In these days, Arrow also can be used as a third-party solution:

>>> import arrow
>>> date = arrow.get("2008-09-03T20:56:35.450686Z")
>>> date.datetime
datetime.datetime(2008, 9, 3, 20, 56, 35, 450686, tzinfo=tzutc())
Waldner answered 15/2, 2015 at 16:47 Comment(1)
Just use python-dateutil - arrow requires python-dateutil.Nobie
A
21

Just use the python-dateutil module:

>>> import dateutil.parser as dp
>>> t = '1984-06-02T19:05:00.000Z'
>>> parsed_t = dp.parse(t)
>>> print(parsed_t)
datetime.datetime(1984, 6, 2, 19, 5, tzinfo=tzutc())

Documentation

Anglophobe answered 28/2, 2017 at 18:14 Comment(1)
dateutil.parser.parse will accept formats that are definitely not ISO 8601, like "Sat Oct 11 17:13:46 UTC 2003". If you specifically want ISO 8601 parsing, you would probably rather use dateutil.parse.isoparse instead, as Flimms's answer recommends.Doble
W
16

I have found ciso8601 to be the fastest way to parse ISO 8601 timestamps.

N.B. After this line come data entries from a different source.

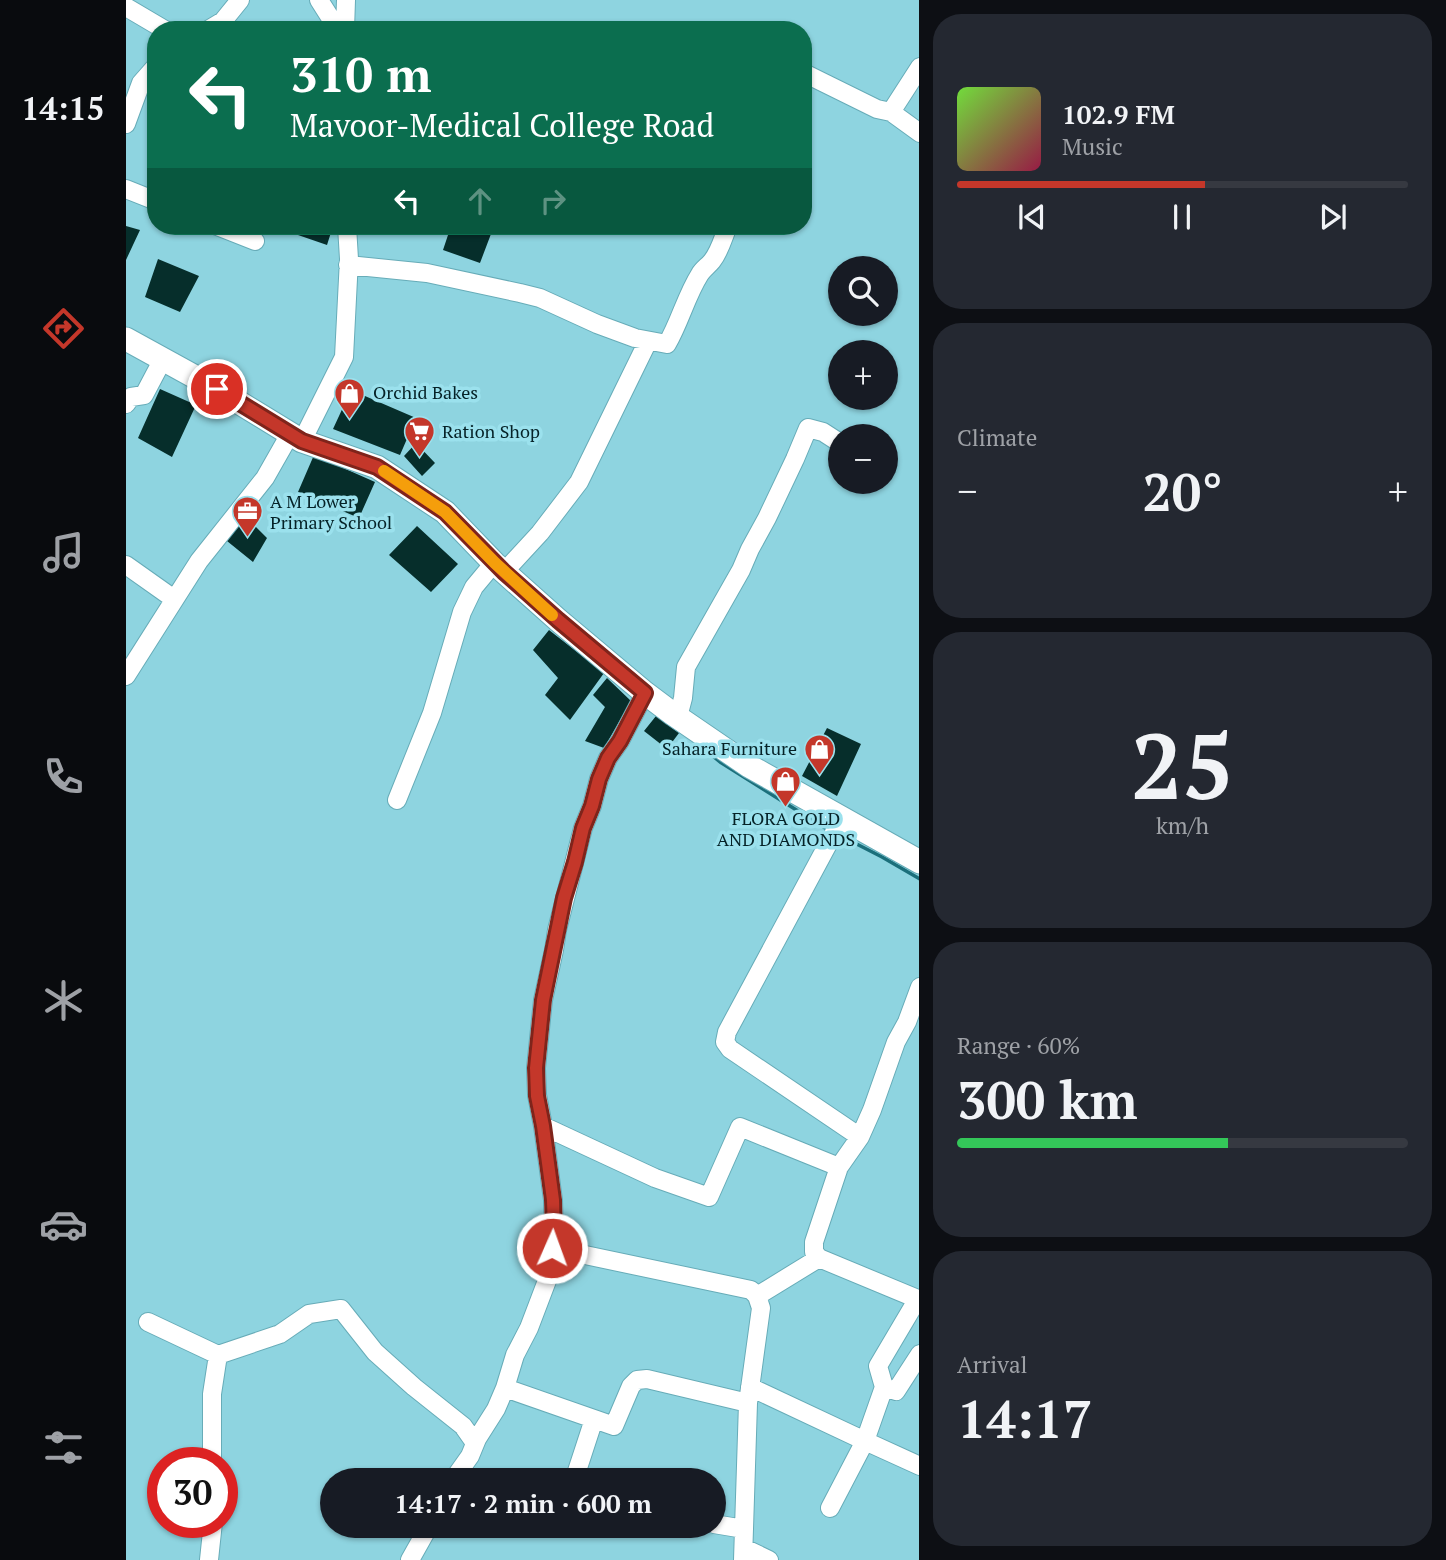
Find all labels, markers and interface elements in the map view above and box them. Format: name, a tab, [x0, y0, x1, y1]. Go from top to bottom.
text: 310 m	[290, 41, 432, 106]
icon: left	[175, 49, 266, 140]
text: 14:15	[21, 87, 105, 129]
text: 102.9 FM	[1062, 97, 1175, 131]
text: Mavoor-Medical College Road	[290, 104, 714, 146]
text: Music	[1062, 131, 1123, 162]
icon: left	[388, 182, 426, 220]
icon: ahead	[461, 182, 499, 220]
icon: right	[534, 182, 572, 220]
icon: previous	[1013, 198, 1051, 236]
icon: pause	[1163, 198, 1201, 236]
icon: next	[1314, 198, 1352, 236]
map controls	[828, 256, 898, 494]
button: search	[828, 256, 898, 326]
icon: directions	[39, 304, 88, 353]
button: +	[828, 340, 898, 410]
pin	[187, 359, 247, 419]
icon: arrive	[198, 370, 236, 408]
shop icon: Orchid Bakes	[333, 376, 367, 420]
place label: Orchid Bakes	[373, 380, 478, 404]
supermarket icon: Ration Shop	[402, 415, 436, 459]
place label: Ration Shop	[442, 419, 540, 443]
text: Climate	[957, 422, 1037, 453]
button: −	[828, 424, 898, 494]
text: 20°	[1142, 457, 1223, 526]
text: −	[957, 466, 977, 516]
text: +	[1388, 466, 1408, 516]
place label: A M Lower Primary School	[270, 489, 392, 534]
office icon: A M Lower Primary School	[230, 495, 264, 539]
icon: music	[39, 528, 88, 577]
text: 25	[1131, 704, 1234, 825]
shop icon: Sahara Furniture	[803, 732, 837, 776]
place label: Sahara Furniture	[662, 736, 797, 760]
icon: phone	[39, 752, 88, 801]
shop icon: FLORA GOLD AND DIAMONDS	[769, 764, 803, 808]
place label: FLORA GOLD AND DIAMONDS	[717, 806, 855, 851]
text: km/h	[1156, 810, 1209, 841]
icon: climate	[39, 976, 88, 1025]
text: Range · 60%	[957, 1030, 1080, 1061]
text: 300 km	[957, 1065, 1138, 1134]
icon: car	[39, 1200, 88, 1249]
position arrow	[515, 1211, 589, 1285]
text: Arrival	[957, 1349, 1028, 1380]
text: 14:17	[957, 1384, 1092, 1453]
icon: filters	[39, 1423, 88, 1472]
speed limit sign: 30	[147, 1447, 238, 1538]
text: 14:17 · 2 min · 600 m	[394, 1486, 652, 1520]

It also has full support for RFC 3339, and a dedicated function for strict parsing RFC 3339 timestamps.

Example usage:

>>> import ciso8601
>>> ciso8601.parse_datetime('2014-01-09T21')
datetime.datetime(2014, 1, 9, 21, 0)
>>> ciso8601.parse_datetime('2014-01-09T21:48:00.921000+05:30')
datetime.datetime(2014, 1, 9, 21, 48, 0, 921000, tzinfo=datetime.timezone(datetime.timedelta(seconds=19800)))
>>> ciso8601.parse_rfc3339('2014-01-09T21:48:00.921000+05:30')
datetime.datetime(2014, 1, 9, 21, 48, 0, 921000, tzinfo=datetime.timezone(datetime.timedelta(seconds=19800)))

The GitHub Repo README shows their speedup versus all of the other libraries listed in the other answers.

My personal project involved a lot of ISO 8601 parsing. It was nice to be able to just switch the call and go faster. :)

Edit: I have since become a maintainer of ciso8601. It's now faster than ever!

Winze answered 27/3, 2017 at 18:41 Comment(4)
This looks like a great library! For those wanting to optimize ISO8601 parsing on Google App Engine, sadly, we can't use it since it's a C library, but your benchmarks were insightful to show that native datetime.strptime() is the next fastest solution. Thanks for putting all that info together!Krissy
@hamx0r, be aware that datetime.strptime() is not a full ISO 8601 parsing library. If you are on Python 3.7, you can use the datetime.fromisoformat() method, which is a little more flexible. You might be interested in this more complete list of parsers which should be merged into the ciso8601 README soon.Winze
ciso8601 works quite nice, but one have to first do "pip install pytz", because one cannot parse a timestamp with time zone information without the pytz dependency. Example would look like: dob = ciso8601.parse_datetime(result['dob']['date'])Deuce
@Dirk, only in Python 2. But even that should be removed in the next release.Winze
M
13

If you are working with Django, it provides the dateparse module that accepts a bunch of formats similar to ISO format, including the time zone.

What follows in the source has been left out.